En réponse, la société 2E Plasturgie relève d'abord que le moyen tendant au rejet de ses prétentions au motif de l'application du statut d'agent commercial n'avait pas été soulevé en première instance par la société FPMI, et que cette dernière n'est dès lors pas fondée à lui opposer le principe de concentration des prétentions et doit pouvoir répondre à ce nouveau moyen conformément au principe du contradictoire prévu à l'article 16 du code de procédure civile.
La société 2E Plasturgie soutient ensuite qu'elle n'a jamais exercé d'activité d'agent commercial. Elle souligne qu'elle n'est pas inscrite sur le registre des agents commerciaux et qu'elle n'a reçu de FPMI aucun pouvoir de modifier les tarifs et ses conditions générales de vente, et donc n'avait aucune activité de négociation. Néanmoins, elle fait valoir que si la Cour devait appliquer ce statut protecteur des agents commerciaux, elle demande à titre subsidiaire, en application de l'article L.134-12 du code de commerce, une indemnité compensatrice en réparation du préjudice subi du fait de la cessation de la relation avec son mandant FPMI, correspondant aux commissions brutes perçues au cours des deux dernières années, soit la somme de 125 771,85 euros, outre la somme de 15 721,50 euros à titre de rupture brutale du contrat par le mandant en l'absence du respect du préavis de trois mois.
Réponse de la Cour,
Selon l'article 563 du code de procédure civile, pour justifier en appel les prétentions qu'elles avaient soumises au premier juge, les parties peuvent invoquer des moyens nouveaux, produire de nouvelles pièces ou proposer de nouvelles preuves.

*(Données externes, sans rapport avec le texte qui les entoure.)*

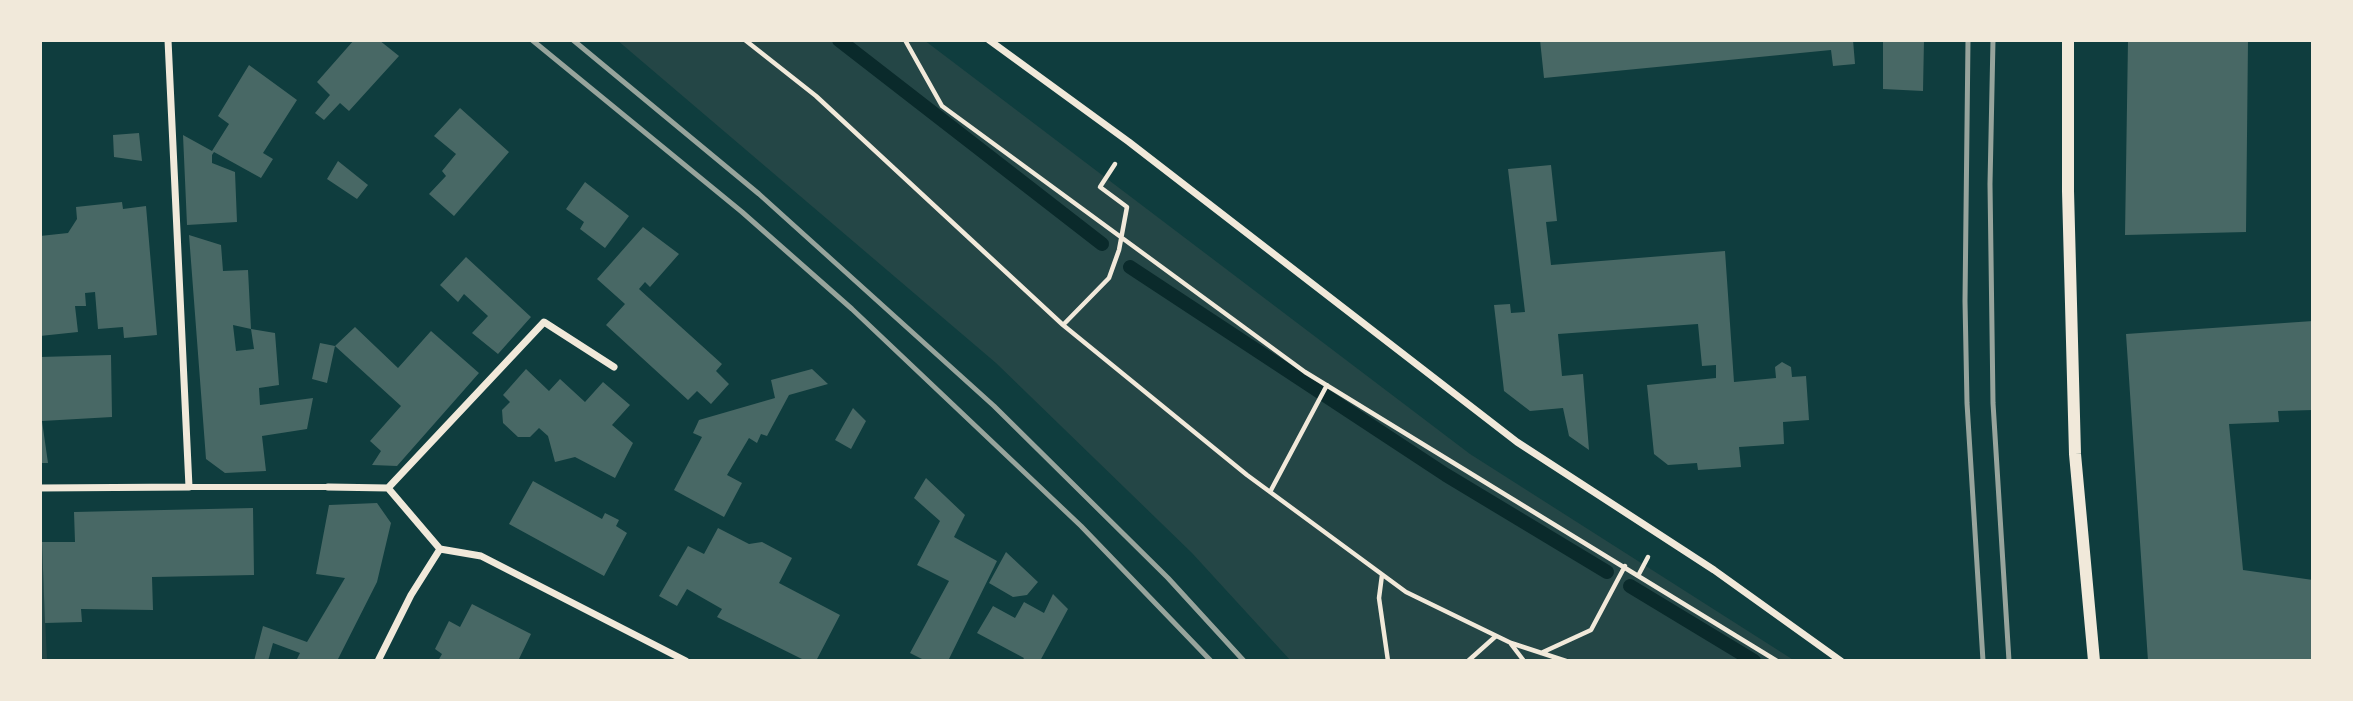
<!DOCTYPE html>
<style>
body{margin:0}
#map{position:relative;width:2353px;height:701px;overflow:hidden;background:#0f3d3e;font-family:"Source Serif 4",serif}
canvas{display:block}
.frame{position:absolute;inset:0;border:42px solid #f1e9da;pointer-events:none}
</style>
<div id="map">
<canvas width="2353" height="701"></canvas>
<div class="frame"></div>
</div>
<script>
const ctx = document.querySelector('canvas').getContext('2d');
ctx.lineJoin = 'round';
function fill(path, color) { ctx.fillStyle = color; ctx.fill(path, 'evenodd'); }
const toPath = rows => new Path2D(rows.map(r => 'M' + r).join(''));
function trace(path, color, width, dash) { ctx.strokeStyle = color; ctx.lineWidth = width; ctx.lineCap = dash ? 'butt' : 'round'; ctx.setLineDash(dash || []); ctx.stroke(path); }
const green = toPath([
 [617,40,924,40,1470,454,1795,661,1291,661,1192,553,996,363],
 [40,544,42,544,47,661,40,661]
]);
const stream = toPath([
 [839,40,1102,244],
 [1130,267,1446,475,1607,572],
 [1630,586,1754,661]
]);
const building = toPath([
 [354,40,379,40,399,56,349,111,340,103,324,120,315,113,330,95,317,82],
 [1540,40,1853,40,1855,64,1833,66,1831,50,1544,78],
 [1883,40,1924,40,1923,91,1883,89],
 [2128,40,2248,40,2246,232,2125,235],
 [249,65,297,100,263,153,273,159,261,178,214,152,212,155,212,163,235,172,237,222,187,225,183,135,212,151,229,124,218,116],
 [460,108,509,152,454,216,429,194,446,176,442,171,456,154,434,136],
 [139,133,142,161,114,157,113,135],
 [338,161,368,185,357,199,327,179],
 [1551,165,1557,221,1546,222,1551,265,1725,251,1734,382,1776,378,1775,367,1782,362,1791,367,1792,377,1806,376,1809,420,1783,422,1784,444,1739,447,1741,467,1698,470,1697,463,1668,465,1654,454,1647,385,1716,378,1716,365,1702,366,1698,324,1558,334,1562,376,1583,374,1589,450,1569,436,1563,408,1530,411,1504,391,1494,305,1510,304,1511,313,1525,312,1508,169],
 [585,182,629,216,605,248,580,229,584,222,566,209],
 [122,202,123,209,146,206,157,335,124,338,123,327,98,329,95,292,85,293,86,306,75,306,78,332,40,336,40,236,68,233,77,219,76,207],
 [643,227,679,254,650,287,645,282,639,289,722,364,716,371,729,384,711,404,697,391,688,400,606,325,625,304,597,279],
 [189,235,221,245,223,271,248,270,251,329,233,325,236,351,254,349,251,329,275,333,279,385,259,388,260,405,313,398,307,429,262,436,266,471,225,473,206,459],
 [466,257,531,317,498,354,472,333,488,316,464,294,458,302,440,285],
 [2313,321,2313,410,2278,411,2279,422,2229,424,2243,570,2313,580,2313,661,2148,661,2126,334],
 [355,327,398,368,431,331,479,373,397,466,372,465,381,451,370,441,401,406,335,346],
 [320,343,335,346,327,383,312,379],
 [111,355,112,417,42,421,48,463,40,463,40,357],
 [526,369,549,391,560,379,585,402,603,382,630,405,612,425,633,443,615,478,575,457,555,462,548,436,539,428,530,437,518,437,503,423,502,410,510,402,503,395],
 [812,369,828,384,789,395,767,436,761,434,757,443,749,438,727,475,742,483,724,517,674,490,702,437,693,433,699,420,775,398,771,380],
 [853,408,866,421,851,449,835,440],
 [926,478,965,515,954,537,997,561,948,661,926,661,910,653,949,581,917,565,940,521,914,498],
 [533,481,602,519,605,513,619,520,616,526,627,533,604,576,509,524],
 [377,503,391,523,377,582,337,661,296,661,300,653,273,643,268,661,254,661,263,626,307,642,345,578,316,574,329,505],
 [253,508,254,575,152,577,153,610,81,609,82,622,45,623,42,542,75,542,74,512],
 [718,528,749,544,762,542,792,558,779,583,840,615,816,661,806,661,717,617,722,609,687,589,677,606,659,596,688,546,704,554],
 [1006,552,1038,582,1027,595,1013,597,989,583],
 [1053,594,1068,609,1040,661,1022,661,1024,658,977,633,993,606,1015,618,1024,602,1044,613],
 [472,604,531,634,518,661,438,661,442,654,435,649,449,621,460,627]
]);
const path = toPath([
 [745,40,816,96,1063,325,1247,475,1406,592,1511,643,1566,661],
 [905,40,942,106,1305,372,1777,661],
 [1063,325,1109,278,1119,250,1127,207,1100,187,1115,164],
 [1270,492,1327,385],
 [1639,574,1648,557],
 [1382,575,1379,598,1388,661],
 [1511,644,1524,661],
 [1541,653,1591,630,1625,566],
 [1468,661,1496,636]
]);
const pedestrian = toPath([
 [189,487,328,487]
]);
const minor = toPath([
 [989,40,1129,142,1517,442,1714,570,1841,661],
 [328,487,388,488,440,549],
 [40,488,189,487,168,40],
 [388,488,544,322,614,367],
 [440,549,481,556,686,661],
 [378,661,411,595,440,549]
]);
const tertiary = toPath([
 [2068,40,2068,191,2075,454,2094,661]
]);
const rail = toPath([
 [532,40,742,212,852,309,1081,526,1211,661],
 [573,40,759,194,994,406,1168,578,1244,661],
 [1968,40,1965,301,1967,403,1983,661],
 [1993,40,1990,184,1993,403,2009,661]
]);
fill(green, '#244646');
trace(stream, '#0a2a2b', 14);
fill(building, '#486865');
trace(path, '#f1e9da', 4.5);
trace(pedestrian, '#f1e9da', 6);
trace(minor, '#f1e9da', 7);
trace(tertiary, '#f1e9da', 12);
trace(rail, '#97a49c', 5);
</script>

L'article 564 du même code précise qu'à peine d'irrecevabilité relevée d'office, les parties ne peuvent soumettre à la cour de nouvelles prétentions si ce n'est pour opposer compensation, faire écarter les prétentions adverses ou faire juger les questions nées de l'intervention d'un tiers, ou de la survenance ou de la révélation d'un fait.
Et l'article 565 de prévoir que les prétentions ne sont pas nouvelles dès lors qu'elles tendent aux mêmes fins que celles soumises au premier juge, même si leur fondement juridique est différent.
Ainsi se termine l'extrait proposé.